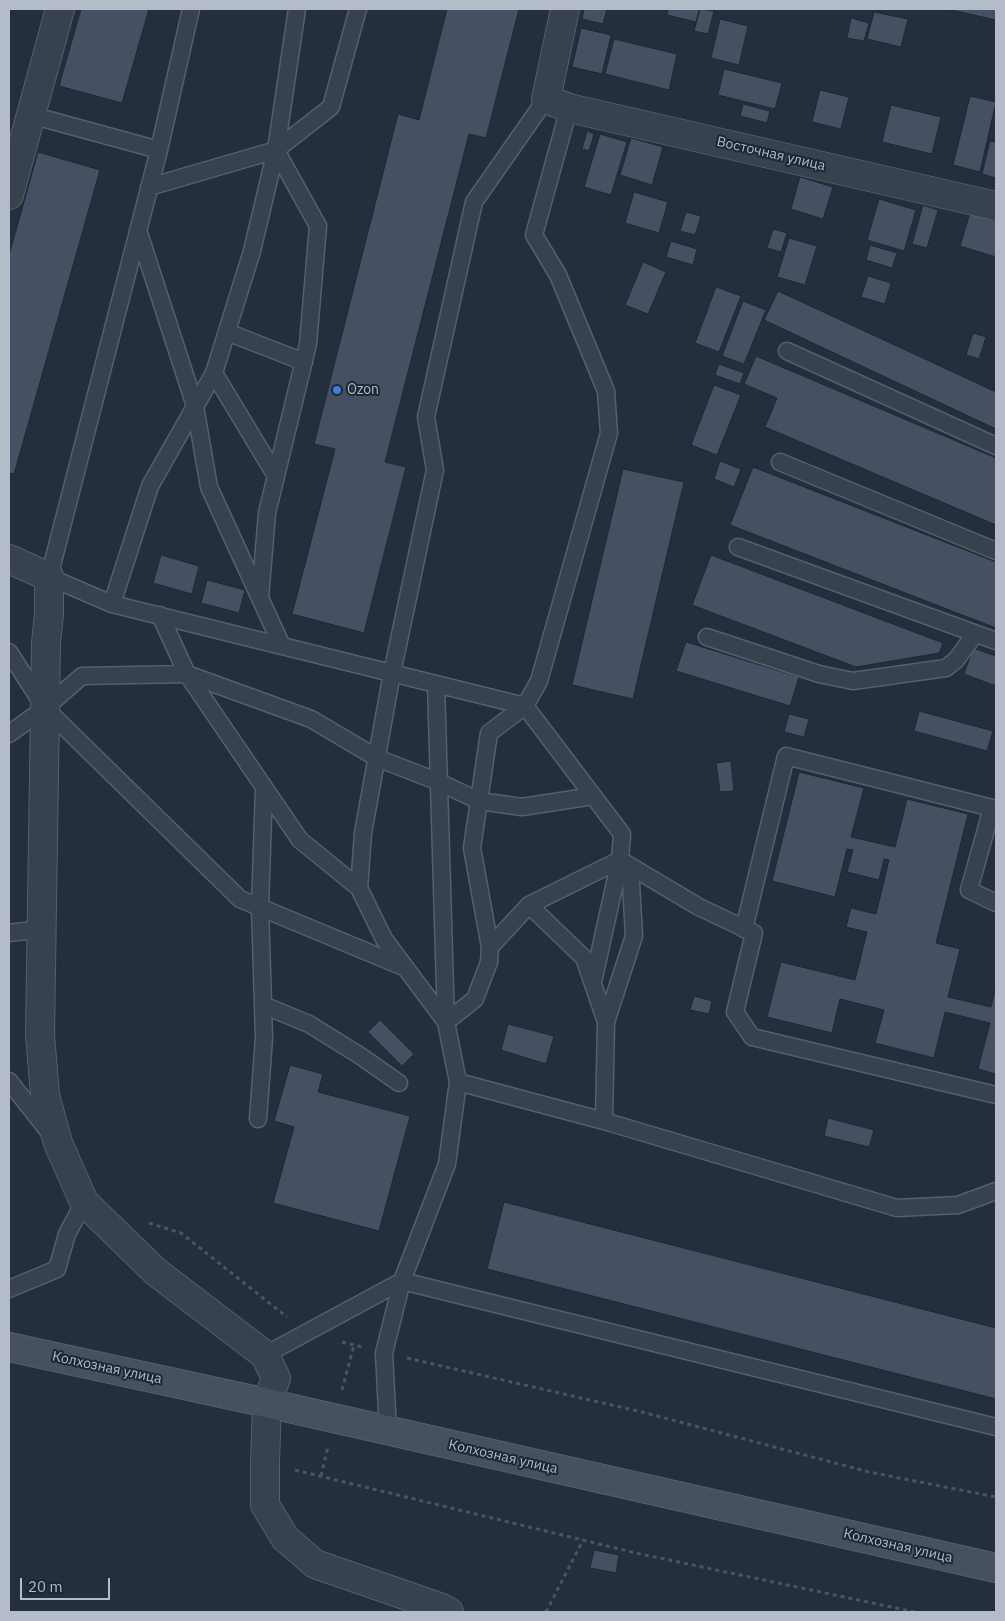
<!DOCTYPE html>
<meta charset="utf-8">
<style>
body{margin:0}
#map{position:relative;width:1005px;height:1621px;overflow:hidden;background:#242f3e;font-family:"IBM Plex Sans",sans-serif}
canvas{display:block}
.frame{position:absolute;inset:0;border:10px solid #b4bcc9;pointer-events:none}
.scale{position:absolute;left:20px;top:1578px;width:90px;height:22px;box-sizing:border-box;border:2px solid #b4bcc9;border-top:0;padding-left:6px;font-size:15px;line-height:18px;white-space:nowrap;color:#b4bcc9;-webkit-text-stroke:4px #1d2633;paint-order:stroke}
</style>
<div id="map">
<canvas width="1005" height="1621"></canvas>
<div class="frame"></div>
<div class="scale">20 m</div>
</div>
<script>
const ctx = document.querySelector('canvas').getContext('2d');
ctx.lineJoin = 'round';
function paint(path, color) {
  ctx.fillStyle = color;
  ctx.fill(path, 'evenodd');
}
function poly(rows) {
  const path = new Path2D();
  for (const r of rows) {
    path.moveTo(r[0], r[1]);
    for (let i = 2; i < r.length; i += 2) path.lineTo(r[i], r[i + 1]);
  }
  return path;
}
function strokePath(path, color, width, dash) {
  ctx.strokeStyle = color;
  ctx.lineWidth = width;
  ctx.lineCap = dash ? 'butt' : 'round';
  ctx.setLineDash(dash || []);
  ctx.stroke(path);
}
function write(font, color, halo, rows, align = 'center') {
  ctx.font = font + ' "IBM Plex Sans",sans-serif';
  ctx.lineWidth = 4;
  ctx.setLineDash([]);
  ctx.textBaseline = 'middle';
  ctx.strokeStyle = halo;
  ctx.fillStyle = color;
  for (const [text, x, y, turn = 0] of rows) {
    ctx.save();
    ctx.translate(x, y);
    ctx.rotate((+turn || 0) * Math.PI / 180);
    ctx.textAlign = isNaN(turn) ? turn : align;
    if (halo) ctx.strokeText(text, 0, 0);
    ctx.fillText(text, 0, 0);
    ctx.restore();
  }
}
const building = poly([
 [81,9,149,9,122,103,59,86,81,9],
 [447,9,519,9,486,138,469,134,385,462,406,467,364,633,292,614,335,449,314,444,398,114,419,120,447,9],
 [584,9,607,9,603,24,582,19,584,9],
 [668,9,696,9,699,10,696,22,667,15,668,9],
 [700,9,714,11,708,34,694,31,700,9],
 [947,9,996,9,996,20,947,9],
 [874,12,908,19,901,47,867,39,874,12],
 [851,18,869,23,864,41,847,38,851,18],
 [720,19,748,26,739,65,711,58,720,19],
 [581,28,611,35,602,74,572,67,581,28],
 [614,39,677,54,669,90,605,74,614,39],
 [724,69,782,83,775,109,718,95,724,69],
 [820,90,849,97,841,129,812,122,820,90],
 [970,96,996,102,980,172,953,165,970,96],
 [743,104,770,111,767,123,740,116,743,104],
 [891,105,941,117,932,154,882,142,891,105],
 [587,131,594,134,589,151,582,149,587,131],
 [600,134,627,142,611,195,584,187,600,134],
 [631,138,663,147,652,185,620,175,631,138],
 [990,141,996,142,996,178,982,174,990,141],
 [38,152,100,170,14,474,9,473,9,255,38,152],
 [800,177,833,187,823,219,791,209,800,177],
 [634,192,668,202,659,233,625,223,634,192],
 [879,199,916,210,904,251,867,240,879,199],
 [923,205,938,210,927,248,912,244,923,205],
 [686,212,701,216,695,235,680,231,686,212],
 [970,213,996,221,996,257,960,246,970,213],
 [773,229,787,233,781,252,767,248,773,229],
 [789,238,817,246,805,285,777,277,789,238],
 [671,241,697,249,693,265,666,257,671,241],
 [870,245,897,253,892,268,866,260,870,245],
 [643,262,666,272,648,314,625,305,643,262],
 [868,276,891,283,885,304,861,297,868,276],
 [716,287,741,296,719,352,695,343,716,287],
 [778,291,996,392,996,429,764,320,778,291],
 [743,301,766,310,744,364,722,356,743,301],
 [973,333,986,337,979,359,966,355,973,333],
 [756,356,996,458,996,525,765,427,777,398,744,384,756,356],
 [719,364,744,373,740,384,715,375,719,364],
 [714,385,741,395,717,455,691,445,714,385],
 [720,461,741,469,734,487,714,479,720,461],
 [753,467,996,562,996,628,730,525,753,467],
 [623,469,684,482,633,699,572,685,623,469],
 [161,555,199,566,192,594,153,583,161,555],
 [711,555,943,643,939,653,856,667,692,605,711,555],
 [207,580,245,590,239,613,201,603,207,580],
 [686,642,799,677,790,706,676,671,686,642],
 [973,648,996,656,996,686,964,674,973,648],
 [919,711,993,731,987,751,914,731,919,711],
 [789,714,809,719,804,737,784,732,789,714],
 [731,761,734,791,720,792,716,763,731,761],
 [799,772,864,788,851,837,895,847,907,799,968,814,936,943,960,949,948,997,991,1007,996,986,996,1074,978,1069,990,1023,945,1012,934,1058,875,1043,884,1010,840,999,832,1033,767,1017,781,962,855,980,867,932,846,927,851,908,876,914,889,860,884,859,879,880,847,872,853,850,847,849,835,897,772,881,799,772],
 [694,996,712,1001,709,1014,690,1010,694,996],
 [380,1020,414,1054,402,1066,368,1032,380,1020],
 [508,1024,554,1036,546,1064,501,1050,508,1024],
 [290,1065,323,1074,318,1092,410,1116,379,1231,273,1203,294,1127,274,1121,290,1065],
 [828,1118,874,1130,869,1147,824,1136,828,1118],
 [504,1202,996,1328,996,1399,487,1269,504,1202],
 [594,1550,619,1555,616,1573,590,1568,594,1550]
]);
const path = poly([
 [149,1223,181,1233,287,1317],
 [342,1342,362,1347],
 [407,1358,642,1412,869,1472,996,1497],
 [342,1390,354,1345],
 [295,1470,636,1553,915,1612],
 [321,1476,328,1447],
 [546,1612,583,1540]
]);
const service = poly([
 [191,9,159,150,49,577,112,604,525,706,622,834,620,860,593,982],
 [31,115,159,150],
 [149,187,276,150,331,107,358,9],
 [138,230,195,406,209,487,282,646],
 [227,332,304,362],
 [787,351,996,446],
 [214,373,276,476],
 [780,462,996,551],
 [738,547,996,641],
 [260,598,267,513,308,344,318,226,276,150],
 [112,604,150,486,214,373,252,251,276,150,297,9],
 [160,615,187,674,300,840,359,888],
 [707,637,819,674,853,681,946,668,956,660,975,634],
 [9,652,45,708,9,734],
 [436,684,446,1022,475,999,489,962,490,947,472,848,489,733,525,706,539,681,609,433,606,391,558,275,534,235,569,108],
 [620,860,699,907,754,933,735,1012,752,1037,996,1095],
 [529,905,584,958,606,1022,604,1121],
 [744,929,786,756,992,808,969,890,996,903],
 [9,933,42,929],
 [490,947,529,905,620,860],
 [406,968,240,899,45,708,82,676,187,674,311,719,377,758,439,782,479,801,522,807,593,796],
 [263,1005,309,1024,359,1055,399,1083],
 [606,1022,634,936,630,866],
 [9,1081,50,1133],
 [458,1082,604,1121,897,1208,958,1205,996,1191],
 [258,1119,264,1038,260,907,264,788],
 [9,1289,57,1269,67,1234,84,1202],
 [265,1355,402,1281,996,1427],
 [388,1431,384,1353,402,1281,447,1164,458,1082,446,1022,384,939,359,888,363,833,392,673,435,470,426,417,474,202,546,99]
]);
const minor = poly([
 [565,9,546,99,569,108,996,206],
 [9,195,60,9],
 [9,559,49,577,49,614,46,643,40,1035,45,1095,58,1143,84,1202,156,1272,265,1355,276,1378,267,1403,265,1462,265,1505,285,1538,315,1564,442,1608,449,1612]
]);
const secondary = poly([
 [9,1347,267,1403,996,1568]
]);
const markers = [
 [337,390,5,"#3f7fe0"]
];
const streetNames = [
 ["Восточная улица",771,154,13],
 ["Колхозная улица",107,1368,12],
 ["Колхозная улица",503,1457,13],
 ["Колхозная улица",898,1546,13]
];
const poiNames = [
 ["Ozon",347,390]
];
paint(building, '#455162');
strokePath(building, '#1f2835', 1);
strokePath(service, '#565f6c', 19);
strokePath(minor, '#565f6c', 30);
strokePath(secondary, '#565f6c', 30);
strokePath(path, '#44595c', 3, [4, 4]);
strokePath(service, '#38414e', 16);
strokePath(minor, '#38414e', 28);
strokePath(secondary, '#465061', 28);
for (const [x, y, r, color] of markers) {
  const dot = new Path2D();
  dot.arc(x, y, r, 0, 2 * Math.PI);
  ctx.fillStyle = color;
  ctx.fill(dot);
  strokePath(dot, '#1d2633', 2);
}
write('14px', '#b4bcc9', '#1d2633', streetNames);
write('14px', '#b4bcc9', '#1d2633', poiNames, 'left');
</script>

****************

* Work task *
Copy out the range of lines above starting at the line with "ctx.lineWidth = 4;" and ending at the line with "ctx.rotate((+turn || 0) * Math.PI / 180);", exactly and including both.

* Task output *
  ctx.lineWidth = 4;
  ctx.setLineDash([]);
  ctx.textBaseline = 'middle';
  ctx.strokeStyle = halo;
  ctx.fillStyle = color;
  for (const [text, x, y, turn = 0] of rows) {
    ctx.save();
    ctx.translate(x, y);
    ctx.rotate((+turn || 0) * Math.PI / 180);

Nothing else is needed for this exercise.